The sound of tropical birds and other animals of the forest can be heard from every direction and it is good to get away from the town and all of the people and just connect with nature.
There are tigers and black leopards here and wild peacocks and chickens too. Also huge deer-like animals similar to an elk, but slightly smaller. There were elephants here in the past, but the town people think the last one was killed a few years ago by ivory hunters. Such a sad thought.
Of course there are snakes and monkeys and other creatures that I am not familiar with, and yet, it feels to me much like the forest I walk when I’m home.
I stopped on the trail in and spoke with the giant tree that a local man said has been worshiped as sacred for hundreds of years. It’s roots form a series of separate walls that radiate out from the trunk creating a series of temple like places where one can stand and meditate, and so I did so. It was very moving.
This whole jungle is very ancient and mostly untouched by human hands although I have observed some remnants of ancient stone walls long ago taken over by the vines and time.

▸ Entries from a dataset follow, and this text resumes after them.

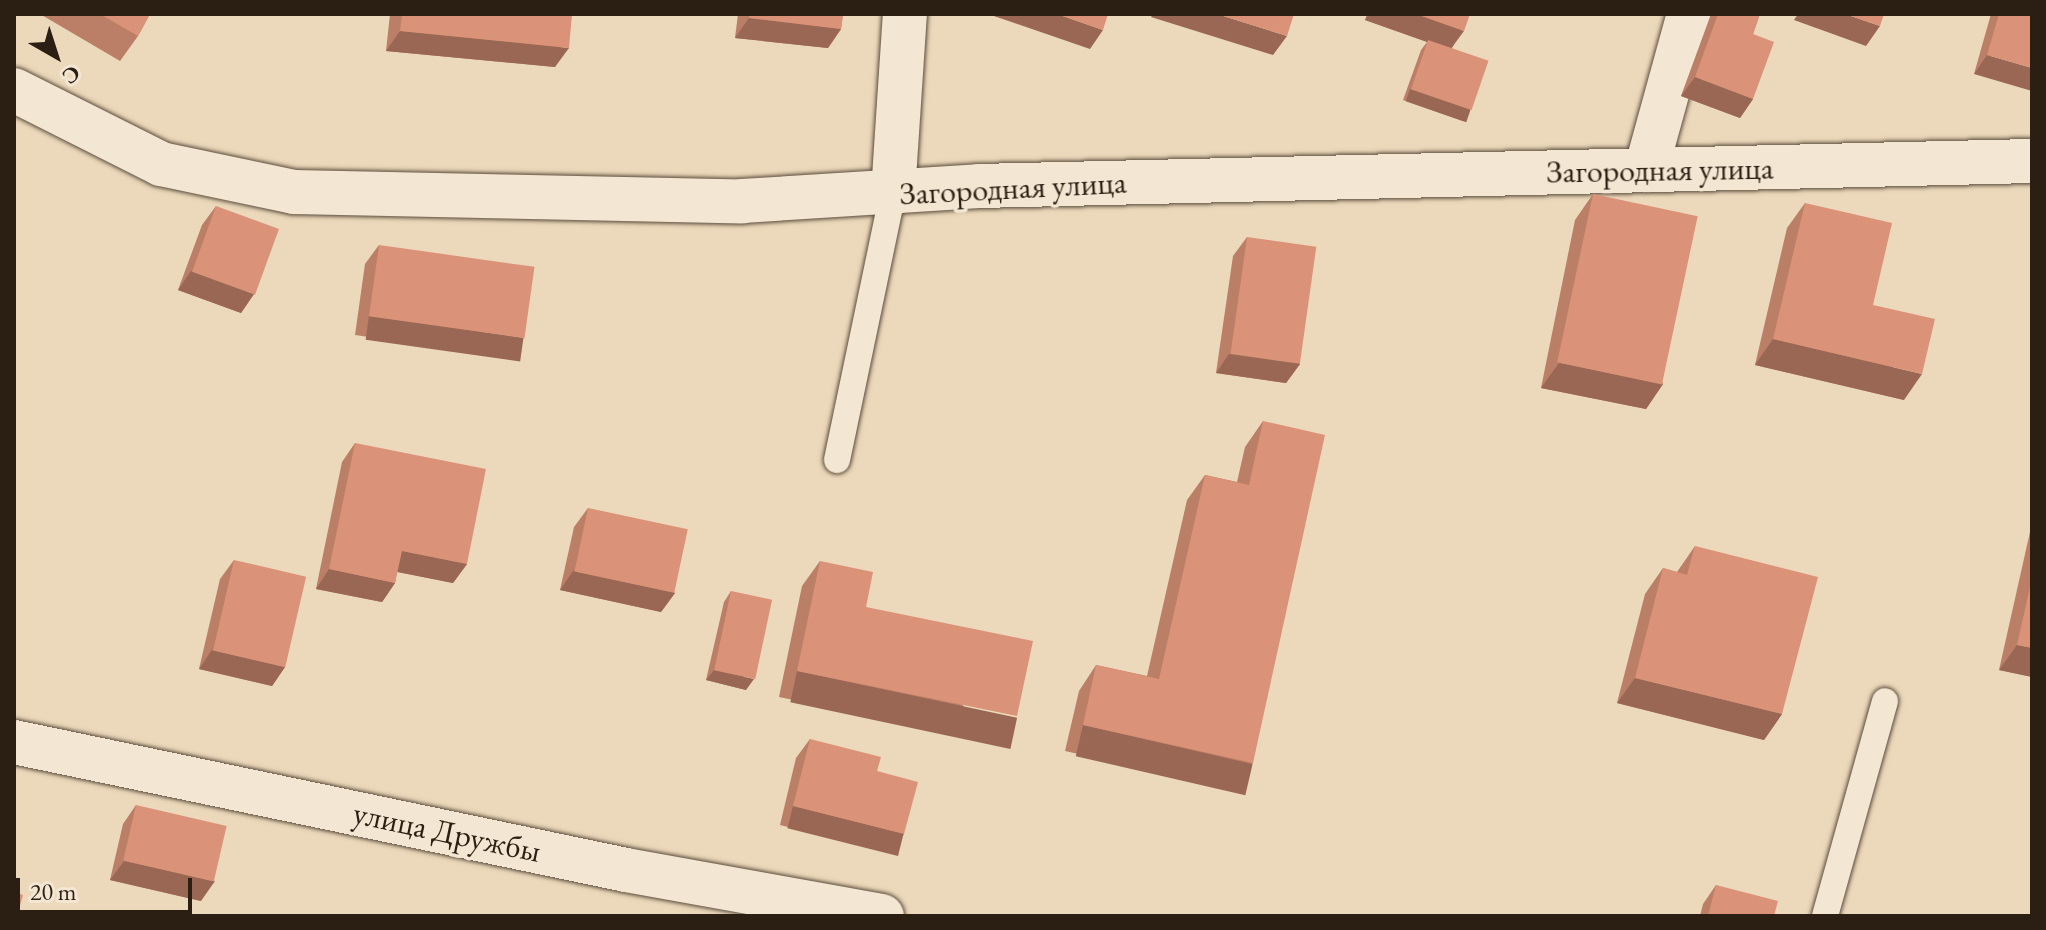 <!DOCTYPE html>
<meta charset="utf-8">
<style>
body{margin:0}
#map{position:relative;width:2046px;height:930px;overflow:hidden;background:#ecd8ba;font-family:"EB Garamond",serif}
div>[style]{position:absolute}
.roads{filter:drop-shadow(0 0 2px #5b4d3d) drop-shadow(0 0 2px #5b4d3d)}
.service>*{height:26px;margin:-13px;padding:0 13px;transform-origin:13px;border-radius:13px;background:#f3e6d2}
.minor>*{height:44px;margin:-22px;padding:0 22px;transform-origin:22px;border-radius:22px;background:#f3e6d2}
.wall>*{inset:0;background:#bb7e67}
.shaded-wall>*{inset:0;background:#996754;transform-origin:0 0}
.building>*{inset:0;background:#da9378;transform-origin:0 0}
span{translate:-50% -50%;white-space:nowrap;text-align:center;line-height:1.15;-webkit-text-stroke:7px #f3e6d2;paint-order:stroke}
.street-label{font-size:32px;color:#2b1f13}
.frame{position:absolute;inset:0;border:16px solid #2b1f13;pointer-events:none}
.north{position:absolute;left:16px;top:16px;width:80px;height:80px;-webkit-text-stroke:6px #f3e6d2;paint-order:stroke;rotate:141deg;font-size:22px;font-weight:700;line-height:32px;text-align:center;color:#2b1f13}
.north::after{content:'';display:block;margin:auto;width:28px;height:36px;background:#2b1f13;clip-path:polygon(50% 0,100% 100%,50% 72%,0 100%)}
.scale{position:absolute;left:16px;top:878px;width:176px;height:36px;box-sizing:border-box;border:4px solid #2b1f13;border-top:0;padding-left:10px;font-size:24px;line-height:28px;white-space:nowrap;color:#2b1f13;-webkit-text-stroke:6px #f3e6d2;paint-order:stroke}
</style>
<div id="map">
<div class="roads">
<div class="service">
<div style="left:837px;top:460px;width:273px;rotate:-78.2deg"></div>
<div style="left:1825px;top:916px;width:223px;rotate:-74.4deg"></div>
</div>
<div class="minor">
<div style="left:14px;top:90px;width:165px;rotate:26.7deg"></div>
<div style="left:161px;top:164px;width:136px;rotate:11.9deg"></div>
<div style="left:294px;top:192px;width:448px;rotate:1.2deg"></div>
<div style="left:742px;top:201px;width:237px;rotate:-3.6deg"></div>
<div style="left:979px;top:186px;width:1053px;rotate:-1.36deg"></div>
<div style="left:1646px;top:170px;width:162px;rotate:-74.6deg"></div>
<div style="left:893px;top:193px;width:179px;rotate:-86.2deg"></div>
<div style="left:14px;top:742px;width:625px;rotate:11.81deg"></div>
<div style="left:626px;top:870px;width:260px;rotate:10.2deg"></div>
</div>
</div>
<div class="wall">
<div style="clip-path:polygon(40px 14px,150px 14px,138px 36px,120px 61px)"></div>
<div style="clip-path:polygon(390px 14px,572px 14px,555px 67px,386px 51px)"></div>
<div style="clip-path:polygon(738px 14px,843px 14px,841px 29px,828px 48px,735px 38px)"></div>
<div style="clip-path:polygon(1367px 14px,1470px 14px,1452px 48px,1470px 110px,1463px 121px,1403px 100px,1421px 50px,1427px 42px,1365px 20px)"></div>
<div style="clip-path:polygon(1711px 14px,1760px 14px,1753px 34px,1753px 99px,1740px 118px,1681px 96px)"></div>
<div style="clip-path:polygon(1991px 14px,2032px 14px,1974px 74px)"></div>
<div style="clip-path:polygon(1593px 194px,1663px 384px,1646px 409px,1541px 388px,1575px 220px)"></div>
<div style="clip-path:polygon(1805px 203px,1873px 305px,1904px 400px,1755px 365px,1787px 228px)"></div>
<div style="clip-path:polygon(216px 206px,254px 294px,241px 313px,178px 290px,202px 225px)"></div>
<div style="clip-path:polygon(1247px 237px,1300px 364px,1286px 383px,1216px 373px,1233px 256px)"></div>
<div style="clip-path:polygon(379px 245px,510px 357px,355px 335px,365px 264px)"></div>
<div style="clip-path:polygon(1263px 421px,1253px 763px,1235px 789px,1065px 751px,1079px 691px,1096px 665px,1147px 676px,1187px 500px,1205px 475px,1237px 482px,1245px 447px)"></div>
<div style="clip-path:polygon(355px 443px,467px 564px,453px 583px,397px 572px,395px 583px,382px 602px,316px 589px,342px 462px)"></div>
<div style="clip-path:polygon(588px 508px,675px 593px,661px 612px,560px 590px,574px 527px)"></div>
<div style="clip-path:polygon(2032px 523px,2032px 677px,1999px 670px)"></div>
<div style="clip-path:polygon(1695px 546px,1782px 714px,1764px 740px,1617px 703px,1645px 594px,1663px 568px,1677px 572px)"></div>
<div style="clip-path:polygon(234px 560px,285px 667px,272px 686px,199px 669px,220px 579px)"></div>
<div style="clip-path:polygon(820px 561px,866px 607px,999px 742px,779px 697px,802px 586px)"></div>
<div style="clip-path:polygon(731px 591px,746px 690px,706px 680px,724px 602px)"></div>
<div style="clip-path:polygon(810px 739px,877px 771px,904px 834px,891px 853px,780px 825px,796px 758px)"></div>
<div style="clip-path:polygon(136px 805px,201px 901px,110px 880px,123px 824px)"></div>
<div style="clip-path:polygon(1716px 885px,1774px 916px,1700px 916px,1703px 904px)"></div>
</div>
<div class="shaded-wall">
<div style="clip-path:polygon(988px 14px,1057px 14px,1103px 30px,1090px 49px)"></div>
<div style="clip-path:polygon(1153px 14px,1217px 14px,1287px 36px,1273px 55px,1151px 17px)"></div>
<div style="clip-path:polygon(1369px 14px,1416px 14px,1464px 31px,1450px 50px,1365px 20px)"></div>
<div style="clip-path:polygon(1798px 14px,1845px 14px,1880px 26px,1866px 46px,1794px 20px)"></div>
<div style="clip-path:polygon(749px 18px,841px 29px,828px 48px,735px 38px)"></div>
<div style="clip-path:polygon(400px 31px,569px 48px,555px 67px,386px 51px)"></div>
<div style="clip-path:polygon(1987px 55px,2032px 68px,2032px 91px,1974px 74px)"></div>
<div style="clip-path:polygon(1695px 77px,1753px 99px,1740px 118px,1681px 96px)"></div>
<div style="left:1410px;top:89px;width:64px;height:13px;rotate:19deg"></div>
<div style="clip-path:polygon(191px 271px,254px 294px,241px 313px,178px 290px)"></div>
<div style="left:369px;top:316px;width:156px;height:24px;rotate:8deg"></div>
<div style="clip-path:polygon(1773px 339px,1922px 374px,1904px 400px,1755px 365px)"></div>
<div style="clip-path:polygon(1229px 354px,1300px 364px,1286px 383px,1216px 373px)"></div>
<div style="clip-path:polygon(1559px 363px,1663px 384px,1646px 409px,1541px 388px)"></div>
<div style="clip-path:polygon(402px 551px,467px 564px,453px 583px,388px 570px)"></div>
<div style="clip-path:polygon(329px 569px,395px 583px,382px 602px,316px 589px)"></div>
<div style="clip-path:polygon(573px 571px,675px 593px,661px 612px,560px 590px)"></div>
<div style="clip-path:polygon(2017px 645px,2032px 648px,2032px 677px,1999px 670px)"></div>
<div style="clip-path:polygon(212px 650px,285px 667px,272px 686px,199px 669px)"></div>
<div style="clip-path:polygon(714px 670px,754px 679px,746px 690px,706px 680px)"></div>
<div style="left:797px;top:671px;width:225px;height:32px;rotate:12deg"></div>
<div style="clip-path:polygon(1635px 678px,1782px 714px,1764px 740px,1617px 703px)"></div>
<div style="left:1083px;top:725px;width:174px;height:32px;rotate:13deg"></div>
<div style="left:793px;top:806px;width:114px;height:23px;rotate:14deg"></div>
<div style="clip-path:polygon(124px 861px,215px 881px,201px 901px,110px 880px)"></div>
</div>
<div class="building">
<div style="clip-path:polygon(100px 14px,150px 14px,138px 36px)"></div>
<div style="clip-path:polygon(402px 14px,572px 14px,569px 48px,400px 31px)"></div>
<div style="clip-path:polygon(749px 14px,843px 14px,841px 29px,749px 18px)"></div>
<div style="clip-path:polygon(1057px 14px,1108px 14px,1103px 30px)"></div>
<div style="clip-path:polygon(1217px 14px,1294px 14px,1287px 36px)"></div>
<div style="clip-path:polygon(1416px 14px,1470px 14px,1464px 31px)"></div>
<div style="clip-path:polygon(1718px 14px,1760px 14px,1753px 34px,1774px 42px,1753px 99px,1695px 77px)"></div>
<div style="clip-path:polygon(1845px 14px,1884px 14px,1880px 26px)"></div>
<div style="clip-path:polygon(1999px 14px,2032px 14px,2032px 68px,1987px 55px)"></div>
<div style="left:1428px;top:40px;width:64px;height:52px;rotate:19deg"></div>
<div style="left:1593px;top:194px;width:107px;height:172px;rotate:12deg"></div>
<div style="clip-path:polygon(1805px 203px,1892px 223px,1873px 305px,1935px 319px,1922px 374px,1773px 339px)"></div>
<div style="left:216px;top:206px;width:67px;height:70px;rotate:20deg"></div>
<div style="left:1247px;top:237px;width:70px;height:118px;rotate:8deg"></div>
<div style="left:379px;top:245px;width:157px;height:72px;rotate:8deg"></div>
<div style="clip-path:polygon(1263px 421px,1325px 435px,1253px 763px,1083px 725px,1096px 665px,1159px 679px,1205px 475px,1249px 485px)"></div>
<div style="clip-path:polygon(355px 443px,486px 469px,467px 564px,402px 551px,395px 583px,329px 569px)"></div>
<div style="left:588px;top:508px;width:102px;height:65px;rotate:12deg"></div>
<div style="clip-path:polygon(1695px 546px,1818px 577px,1782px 714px,1635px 678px,1663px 568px,1687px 575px)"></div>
<div style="left:234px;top:560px;width:74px;height:93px;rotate:13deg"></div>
<div style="clip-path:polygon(820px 561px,873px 572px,866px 607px,1033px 641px,1017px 716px,797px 671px)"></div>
<div style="clip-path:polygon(2032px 578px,2032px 648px,2017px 645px)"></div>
<div style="left:731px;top:591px;width:42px;height:81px;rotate:12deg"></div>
<div style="clip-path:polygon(810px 739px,881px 757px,877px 771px,918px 782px,904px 834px,793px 806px)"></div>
<div style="left:136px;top:805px;width:93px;height:57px;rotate:13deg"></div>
<div style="clip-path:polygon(1716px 885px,1778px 901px,1774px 916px,1708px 916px)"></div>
<div style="clip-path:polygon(14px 892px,23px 895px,17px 916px,14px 916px)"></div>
</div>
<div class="street-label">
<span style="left:1660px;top:170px;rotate:-1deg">Загородная улица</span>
<span style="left:1013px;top:188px;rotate:-3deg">Загородная улица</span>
<span style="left:447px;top:832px;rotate:12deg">улица Дружбы</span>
</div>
<div class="frame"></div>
<div class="north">С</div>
<div class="scale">20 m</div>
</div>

There are many legends about this place and what has transpired over the millennia as humans interacted with it, and the locals do not share its location with tourists or foreigners. In that respect, I feel very honored to be seen as a holy man here, and to be afforded special access to this and other venues.
I have been offered an introduction to the Chief Priest of the famous Moambika Temple here which is dedicated to the Divine Mother. Making these connections allows me to both weave traditions together and to better understand the deep roots that permeate this culture, and also create life-long friendships with allies that can help me with my work toward peace and equality for all.
Many don’t understand the power of all of this, but these friendships create a base to work from when I’m addressing issues like caste or the status of women here. The leaders here, both political and spiritual, have a deep respect for me and actively listen to my counsel, and that is not an easy thing to achieve. And of course each of them have many who follow them. In this way, I can effect change for many by simply changing a few. This is the core of my philosophy and my life’s work.
Today I have a meeting with Sri Tathata to talk about partnering together towards world peace and a better future for our planet. I am hopeful to make that connection and to lay a foundation for many projects to come.
On a totally different note, we are staying in an amazing hotel in Kollur called the Abimon Luxury Hotel. They have given me the penthouse suite, and I have a patio high above the town which allows me a view of both the sacred mountain and jungles, but also the bustling village below. The owner has built this hotel as a shrine to his departed son, who at 17 years old had a vision of a luxury hotel that would accommodate world spiritual leaders and other prominent guests when they came to visit the temple. Tonight I will perform a blessing for the hotel and any who need support.
Tomorrow we leave this magical place and travel by car to Mangalore. Then after a long layover we fly from Mangalore to Mumbai. We have another long layover and then leave for London.
We have a 27 hour layover in the UK, and I hope to take Simon & Katrina to the British Museum before taking off for the United States. We will take the Polar route, entering America somewhere far in the Northeast. Then we fly across the continent to San Francisco and home.
I will write more about our journey later, but for now I shall get lost in the sounds of exotic birds and the wind, blowing between giant trees and lush tropical growth. I hear the crying of some large animal in the distance. Who knows what it might be. This is a place of both mystery and strange experiences. I can easily see how one can get lost within it all and return changed forever.